Are we the top predators -- or the most successful parasites?


Scientists have discovered that parasites are suprisingly important in food webs...Is this how we got to the top?


Food webs trace the flow of energy through an ecosystem. They extend the concept of food chains – those who-eats-whom sequences – to biological communities. Food webs rarely include parasites because of the difficulty in quantifying them by standard ecological methods. Parasites are small and invisible, hidden inside their hosts. However, parasites strongly affect food web structure and parasite links are necessary for measuring ecosystem stability, according to the study.

“Food web theory is the framework for modern ecology,” said Kevin Lafferty, a scientist with the USGS Western Ecological Research Center who is based at UC Santa Barbara and is lead author of the study.

“Parasites have been missing from this framework and, as a result, we know relatively little about the role of parasites in ecosystems. It’s like driving with a highway map, but with no knowledge of the smaller road network. To reach most destinations, you need a map with both.”

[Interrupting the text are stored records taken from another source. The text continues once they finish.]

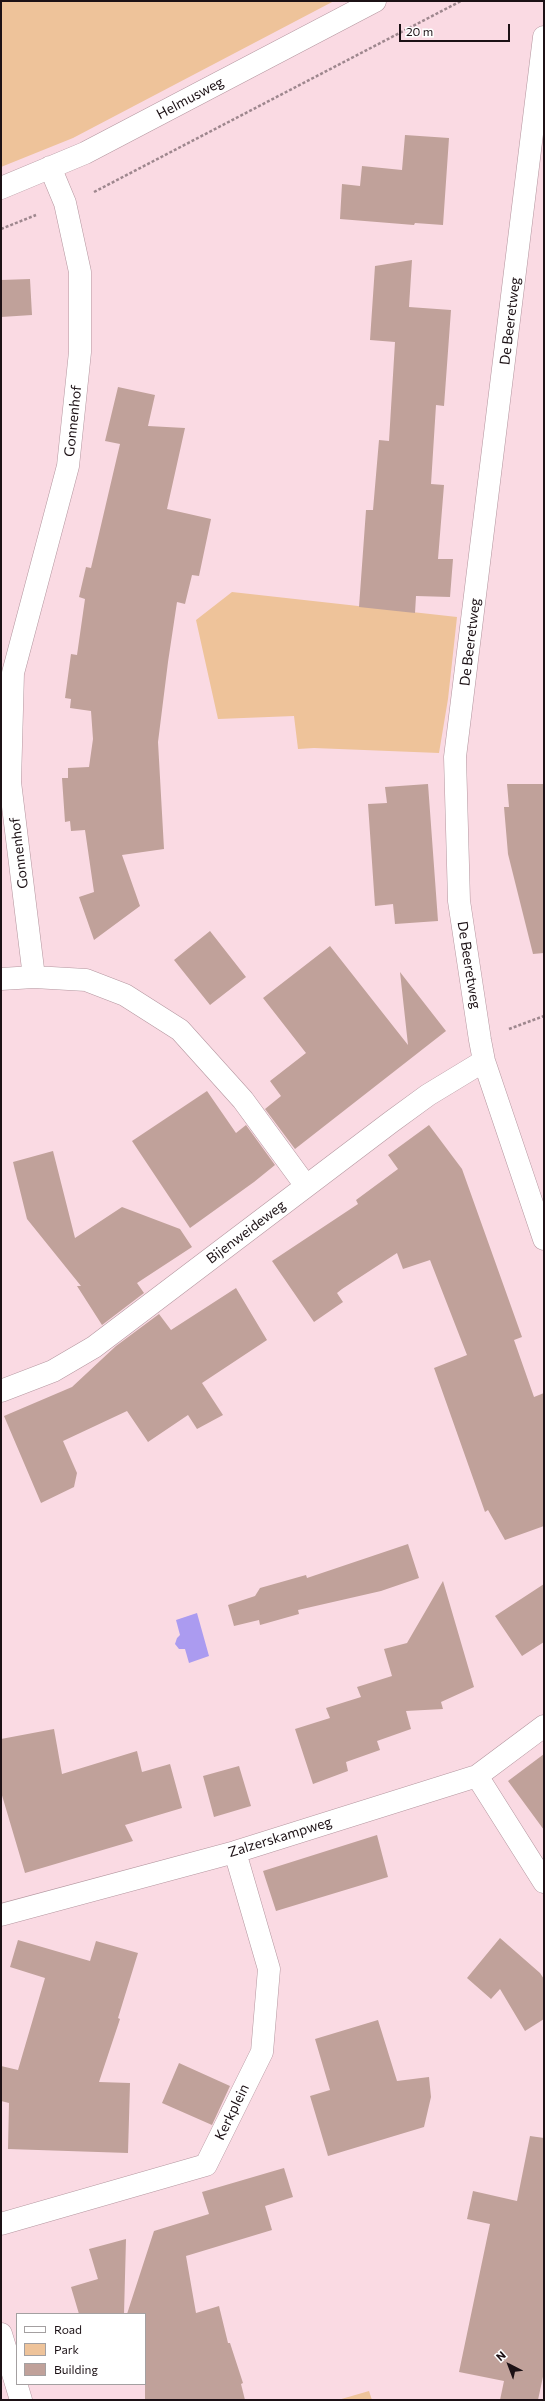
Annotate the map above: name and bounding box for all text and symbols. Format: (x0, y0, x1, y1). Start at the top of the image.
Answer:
scale bar (401, 16, 512, 42)
text: 20 m (406, 24, 433, 38)
street label: Helmusweg (154, 73, 226, 123)
street label: De Beeretweg (496, 276, 524, 366)
street label: Gonnenhof (61, 384, 85, 458)
street label: De Beeretweg (456, 597, 484, 687)
street label: Gonnenhof (6, 816, 32, 890)
street label: De Beeretweg (454, 920, 484, 1010)
street label: Bijenweideweg (203, 1197, 289, 1267)
street label: Zalzerskampweg (226, 1813, 334, 1861)
street label: Kerkplein (211, 2081, 253, 2143)
legend (16, 2313, 146, 2385)
text: Road (54, 2322, 82, 2336)
text: Park (54, 2342, 79, 2356)
north arrow (489, 2345, 529, 2385)
text: N (493, 2348, 508, 2363)
text: Building (54, 2362, 98, 2376)

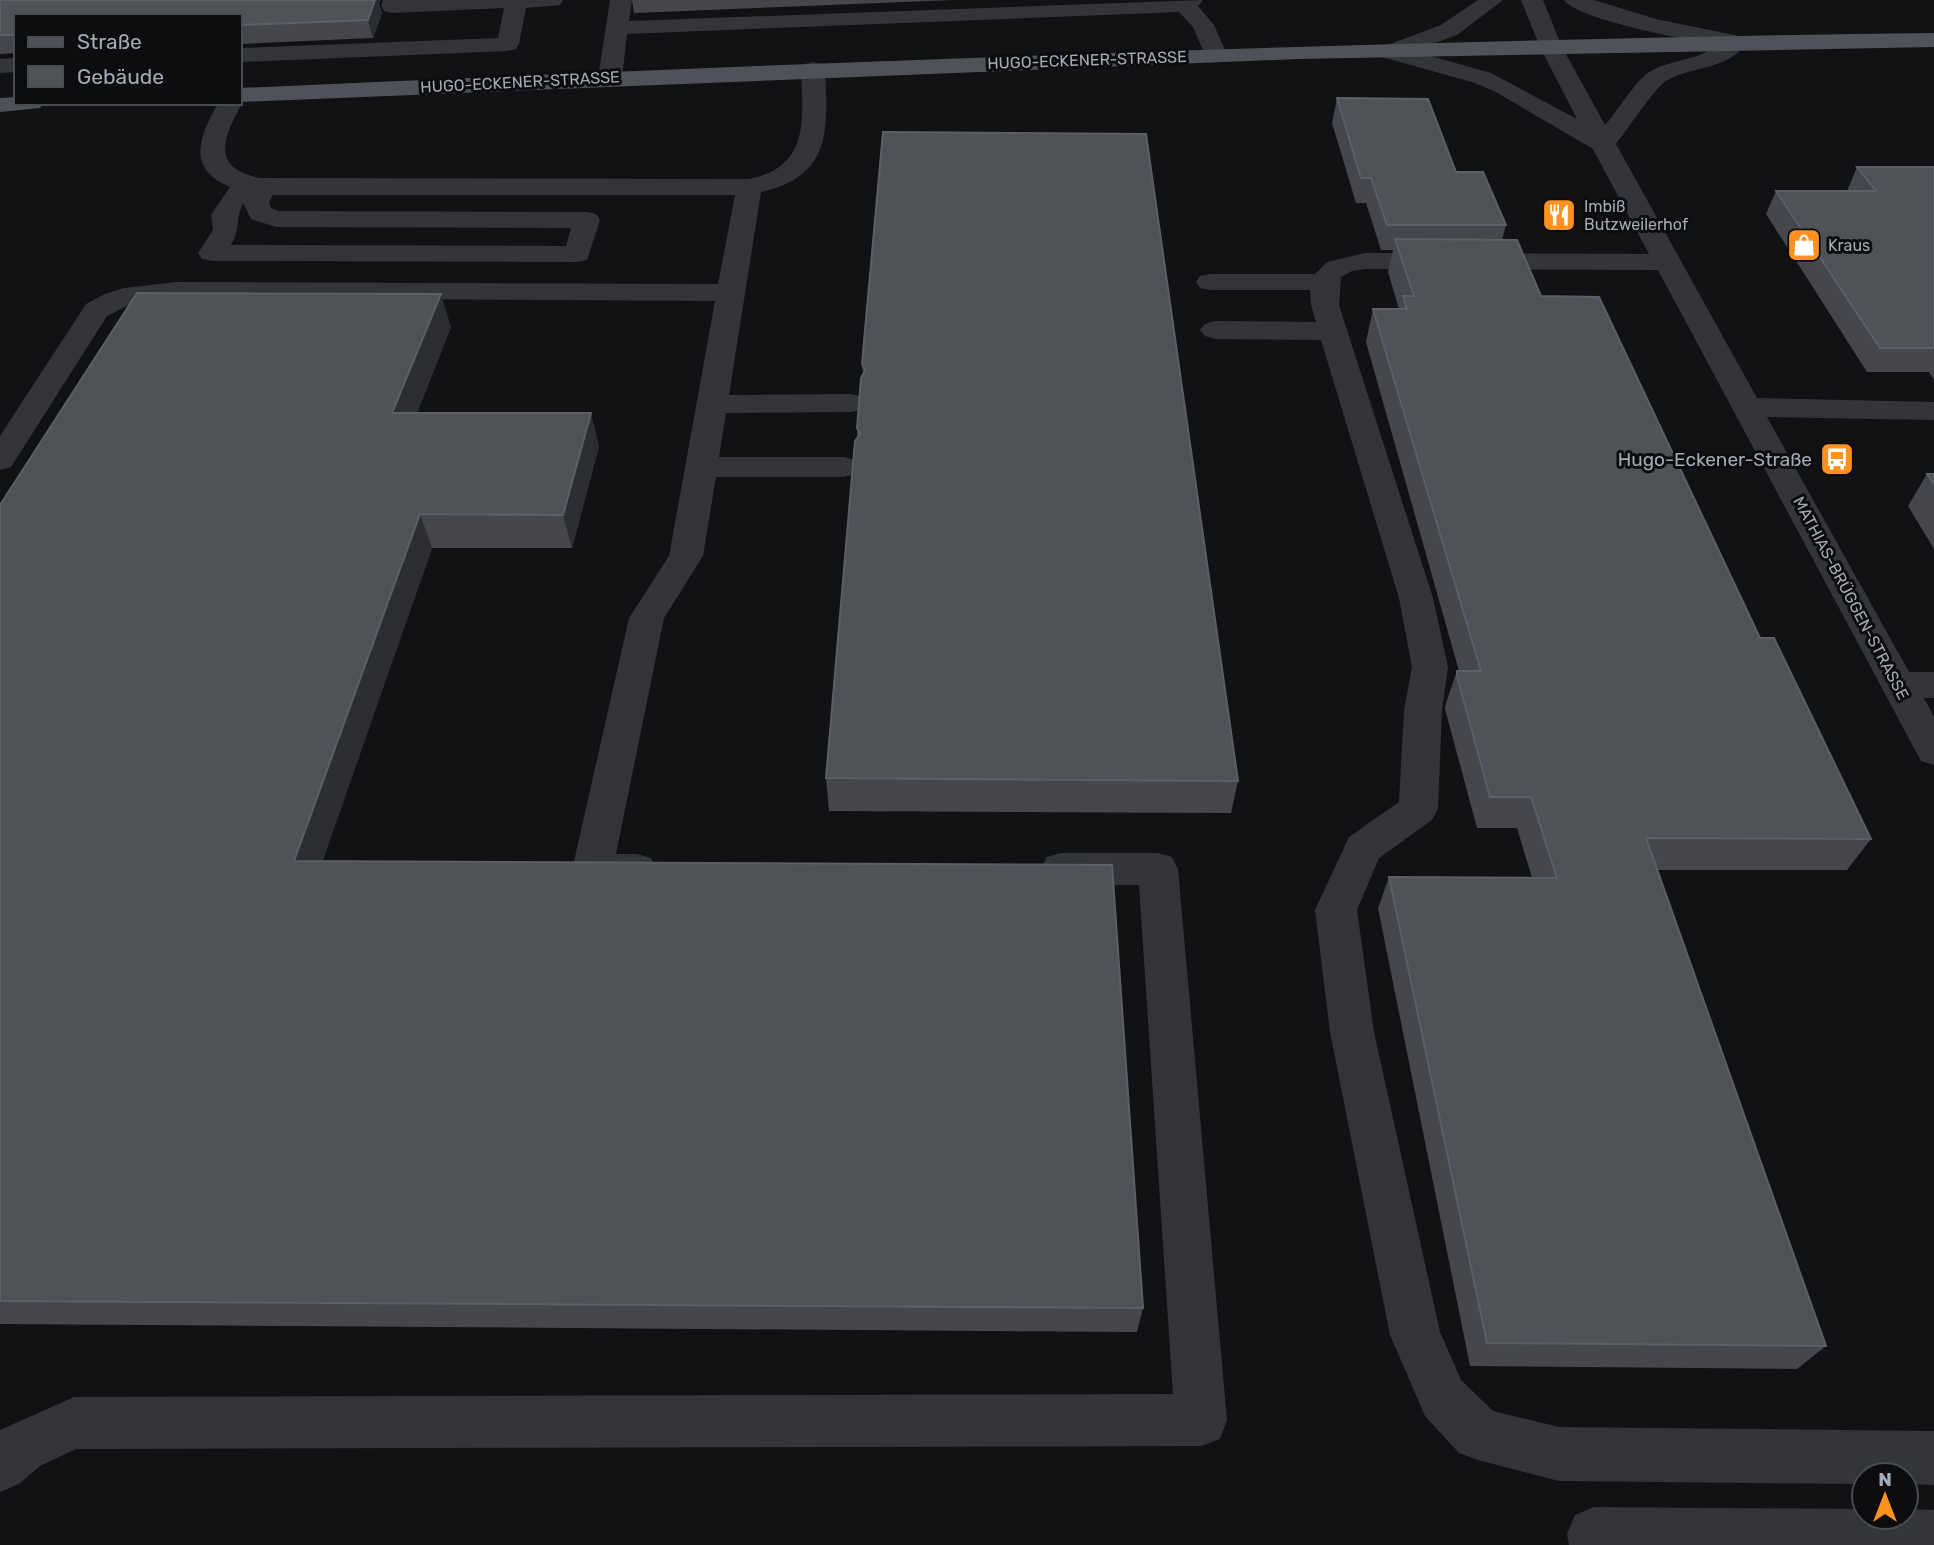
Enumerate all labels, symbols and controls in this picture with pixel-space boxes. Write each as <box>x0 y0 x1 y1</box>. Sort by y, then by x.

Using data from four relatively comprehensive food webs that contain parasites, Lafferty and his coauthors examined if and how parasites affected the food webs. They found that parasites dominated the food web links between species; on average, a food web contained more links between parasites and their hosts than between predators and their prey.

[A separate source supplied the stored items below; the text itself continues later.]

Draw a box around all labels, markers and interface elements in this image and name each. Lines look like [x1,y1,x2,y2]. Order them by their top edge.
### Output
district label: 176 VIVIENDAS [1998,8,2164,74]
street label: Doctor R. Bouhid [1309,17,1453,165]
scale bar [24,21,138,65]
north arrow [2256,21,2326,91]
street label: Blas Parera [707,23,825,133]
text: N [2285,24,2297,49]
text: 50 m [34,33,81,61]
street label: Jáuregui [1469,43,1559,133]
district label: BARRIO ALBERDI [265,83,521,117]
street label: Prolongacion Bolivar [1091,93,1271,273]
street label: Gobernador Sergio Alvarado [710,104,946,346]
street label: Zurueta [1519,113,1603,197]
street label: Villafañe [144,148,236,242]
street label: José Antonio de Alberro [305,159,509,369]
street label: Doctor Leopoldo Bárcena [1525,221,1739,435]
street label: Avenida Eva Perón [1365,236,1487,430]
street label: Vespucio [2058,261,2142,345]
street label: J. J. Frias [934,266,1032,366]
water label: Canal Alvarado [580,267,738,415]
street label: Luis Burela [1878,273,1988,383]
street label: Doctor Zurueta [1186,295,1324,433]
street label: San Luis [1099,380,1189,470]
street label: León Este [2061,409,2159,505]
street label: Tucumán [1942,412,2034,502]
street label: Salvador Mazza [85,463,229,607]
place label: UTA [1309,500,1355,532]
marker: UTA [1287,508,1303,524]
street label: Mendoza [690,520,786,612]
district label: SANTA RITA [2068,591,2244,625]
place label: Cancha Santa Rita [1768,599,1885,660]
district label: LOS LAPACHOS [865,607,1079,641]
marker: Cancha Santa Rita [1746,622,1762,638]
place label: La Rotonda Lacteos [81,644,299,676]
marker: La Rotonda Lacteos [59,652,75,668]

“Parasites may well be the thread that holds the structure of ecological communities together,” said study coauthor Andrew Dobson of Princeton University.

The researchers’ analyses revealed new patterns. It’s well known that vulnerability to predators decreases at the top of the food chain or highest trophic level. In this study, the scientists found that vulnerability of hosts to parasites also increased with trophic level. Consequently, animals at mid-trophic levels are the most vulnerable to natural enemies, being subjected both to diverse parasites and many predators.

“The work illustrates that ‘the pyramid of life’ we learn about in kindergarten is wrong!” said Dobson. “When you add parasites to food webs, the pyramid contains a second inverted pyramid of parasites that are as abundant as all the other species.”

Heavy stuff — and worth examining as part of the evolutionary process. It’s another layer of complexity; but, the dialectic of biology has never been shy of multiple factors.